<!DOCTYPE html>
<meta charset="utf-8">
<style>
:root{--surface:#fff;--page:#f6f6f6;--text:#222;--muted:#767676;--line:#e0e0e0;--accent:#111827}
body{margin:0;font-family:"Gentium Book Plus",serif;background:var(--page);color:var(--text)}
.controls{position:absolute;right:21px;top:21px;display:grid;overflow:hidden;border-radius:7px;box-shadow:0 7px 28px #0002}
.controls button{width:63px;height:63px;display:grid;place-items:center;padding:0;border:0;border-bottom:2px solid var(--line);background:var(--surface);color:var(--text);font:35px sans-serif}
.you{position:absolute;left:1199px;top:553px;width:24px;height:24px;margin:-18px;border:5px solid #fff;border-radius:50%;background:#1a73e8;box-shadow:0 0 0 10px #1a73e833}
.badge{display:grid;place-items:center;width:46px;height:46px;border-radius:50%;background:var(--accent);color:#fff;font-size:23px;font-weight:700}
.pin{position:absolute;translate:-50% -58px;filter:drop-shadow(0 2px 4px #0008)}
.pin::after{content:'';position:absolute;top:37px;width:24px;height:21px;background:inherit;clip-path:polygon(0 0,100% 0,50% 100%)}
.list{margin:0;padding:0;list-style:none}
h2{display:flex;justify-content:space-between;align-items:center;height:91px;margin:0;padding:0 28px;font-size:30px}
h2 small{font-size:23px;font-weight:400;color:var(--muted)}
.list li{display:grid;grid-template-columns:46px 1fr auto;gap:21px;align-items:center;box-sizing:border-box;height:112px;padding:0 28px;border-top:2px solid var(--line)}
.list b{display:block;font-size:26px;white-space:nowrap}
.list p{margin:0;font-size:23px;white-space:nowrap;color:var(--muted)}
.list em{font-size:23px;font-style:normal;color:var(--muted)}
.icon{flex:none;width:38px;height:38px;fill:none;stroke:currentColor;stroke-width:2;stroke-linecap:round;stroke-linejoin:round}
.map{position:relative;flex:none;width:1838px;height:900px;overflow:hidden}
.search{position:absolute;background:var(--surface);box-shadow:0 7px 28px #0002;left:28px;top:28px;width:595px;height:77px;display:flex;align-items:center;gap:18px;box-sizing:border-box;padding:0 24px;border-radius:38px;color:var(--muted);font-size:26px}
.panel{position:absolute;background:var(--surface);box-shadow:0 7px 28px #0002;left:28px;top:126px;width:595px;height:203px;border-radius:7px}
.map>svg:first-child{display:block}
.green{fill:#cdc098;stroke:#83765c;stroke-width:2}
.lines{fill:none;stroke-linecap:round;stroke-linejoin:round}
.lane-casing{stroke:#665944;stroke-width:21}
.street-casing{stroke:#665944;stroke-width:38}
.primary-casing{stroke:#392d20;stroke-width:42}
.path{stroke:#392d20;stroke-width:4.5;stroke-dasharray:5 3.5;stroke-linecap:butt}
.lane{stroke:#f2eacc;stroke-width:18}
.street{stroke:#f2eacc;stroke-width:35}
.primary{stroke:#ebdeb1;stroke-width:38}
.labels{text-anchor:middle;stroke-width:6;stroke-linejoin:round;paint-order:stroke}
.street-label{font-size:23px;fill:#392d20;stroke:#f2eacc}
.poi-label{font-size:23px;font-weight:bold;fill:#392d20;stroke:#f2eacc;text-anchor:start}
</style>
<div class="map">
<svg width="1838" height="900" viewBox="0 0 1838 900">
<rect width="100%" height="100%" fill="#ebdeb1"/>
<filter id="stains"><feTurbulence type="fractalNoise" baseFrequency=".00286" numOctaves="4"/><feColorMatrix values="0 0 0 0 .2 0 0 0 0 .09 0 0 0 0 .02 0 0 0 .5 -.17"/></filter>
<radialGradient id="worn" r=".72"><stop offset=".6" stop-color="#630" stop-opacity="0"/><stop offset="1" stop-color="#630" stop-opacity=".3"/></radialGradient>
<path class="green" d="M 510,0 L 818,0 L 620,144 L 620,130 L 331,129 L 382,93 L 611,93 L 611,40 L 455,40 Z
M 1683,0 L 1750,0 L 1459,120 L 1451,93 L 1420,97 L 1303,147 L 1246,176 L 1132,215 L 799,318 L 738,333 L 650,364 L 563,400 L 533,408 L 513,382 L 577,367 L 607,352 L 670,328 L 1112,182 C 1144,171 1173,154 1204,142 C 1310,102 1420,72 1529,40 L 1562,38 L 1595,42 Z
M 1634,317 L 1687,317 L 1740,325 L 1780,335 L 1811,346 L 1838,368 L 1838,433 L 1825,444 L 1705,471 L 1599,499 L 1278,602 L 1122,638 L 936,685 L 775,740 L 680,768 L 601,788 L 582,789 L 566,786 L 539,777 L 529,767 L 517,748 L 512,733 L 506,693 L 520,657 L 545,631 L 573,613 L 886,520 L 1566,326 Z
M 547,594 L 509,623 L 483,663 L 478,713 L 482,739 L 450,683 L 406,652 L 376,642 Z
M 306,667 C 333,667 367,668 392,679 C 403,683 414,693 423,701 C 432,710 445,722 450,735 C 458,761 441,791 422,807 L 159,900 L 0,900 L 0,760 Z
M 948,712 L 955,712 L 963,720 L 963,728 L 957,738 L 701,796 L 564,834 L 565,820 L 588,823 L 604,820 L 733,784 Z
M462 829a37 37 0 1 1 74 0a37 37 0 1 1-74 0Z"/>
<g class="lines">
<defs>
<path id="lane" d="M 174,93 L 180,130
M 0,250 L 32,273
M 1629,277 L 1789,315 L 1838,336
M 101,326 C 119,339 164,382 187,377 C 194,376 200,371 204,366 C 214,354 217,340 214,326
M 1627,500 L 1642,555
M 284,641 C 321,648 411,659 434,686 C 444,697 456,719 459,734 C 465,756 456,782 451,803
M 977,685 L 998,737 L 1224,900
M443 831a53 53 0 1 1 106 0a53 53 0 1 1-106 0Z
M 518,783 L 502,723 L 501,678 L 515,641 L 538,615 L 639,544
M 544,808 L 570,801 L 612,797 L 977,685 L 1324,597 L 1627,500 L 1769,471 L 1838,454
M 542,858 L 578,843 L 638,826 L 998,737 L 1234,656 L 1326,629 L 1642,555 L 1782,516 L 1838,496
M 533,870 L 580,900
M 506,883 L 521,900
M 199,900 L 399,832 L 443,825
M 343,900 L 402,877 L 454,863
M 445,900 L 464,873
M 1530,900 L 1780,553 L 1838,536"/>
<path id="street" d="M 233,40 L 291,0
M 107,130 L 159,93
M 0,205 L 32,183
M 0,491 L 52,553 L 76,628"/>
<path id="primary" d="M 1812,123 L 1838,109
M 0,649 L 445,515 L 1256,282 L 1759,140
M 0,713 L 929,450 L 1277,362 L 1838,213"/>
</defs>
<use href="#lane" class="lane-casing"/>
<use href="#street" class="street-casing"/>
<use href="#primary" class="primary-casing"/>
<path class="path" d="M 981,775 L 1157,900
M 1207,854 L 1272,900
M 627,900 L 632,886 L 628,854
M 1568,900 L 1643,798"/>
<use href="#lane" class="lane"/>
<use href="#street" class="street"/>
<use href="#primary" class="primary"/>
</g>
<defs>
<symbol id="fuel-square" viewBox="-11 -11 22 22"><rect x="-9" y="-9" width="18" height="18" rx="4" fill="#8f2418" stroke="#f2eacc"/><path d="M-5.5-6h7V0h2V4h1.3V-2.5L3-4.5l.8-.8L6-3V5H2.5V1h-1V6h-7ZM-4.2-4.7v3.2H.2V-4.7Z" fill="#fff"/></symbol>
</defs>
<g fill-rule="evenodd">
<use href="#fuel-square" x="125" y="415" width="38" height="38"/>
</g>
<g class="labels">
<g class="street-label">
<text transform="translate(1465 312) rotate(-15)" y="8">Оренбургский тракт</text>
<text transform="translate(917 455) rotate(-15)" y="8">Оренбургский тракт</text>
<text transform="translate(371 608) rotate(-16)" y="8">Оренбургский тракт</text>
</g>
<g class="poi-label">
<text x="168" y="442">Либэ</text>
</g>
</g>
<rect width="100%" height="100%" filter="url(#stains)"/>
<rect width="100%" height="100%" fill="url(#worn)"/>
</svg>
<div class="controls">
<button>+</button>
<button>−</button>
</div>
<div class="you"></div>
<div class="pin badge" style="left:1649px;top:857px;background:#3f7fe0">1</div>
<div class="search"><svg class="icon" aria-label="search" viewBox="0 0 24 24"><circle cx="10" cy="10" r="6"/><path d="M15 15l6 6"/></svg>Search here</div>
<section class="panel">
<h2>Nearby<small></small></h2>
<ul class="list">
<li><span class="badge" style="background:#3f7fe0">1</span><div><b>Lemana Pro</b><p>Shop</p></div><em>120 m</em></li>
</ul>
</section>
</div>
# # # # # # #
__Task to complete__
From the records, copy every line that has the string "casing" in it.

__Result of this task__
.lane-casing{stroke:#665944;stroke-width:21}
.street-casing{stroke:#665944;stroke-width:38}
.primary-casing{stroke:#392d20;stroke-width:42}
<use href="#lane" class="lane-casing"/>
<use href="#street" class="street-casing"/>
<use href="#primary" class="primary-casing"/>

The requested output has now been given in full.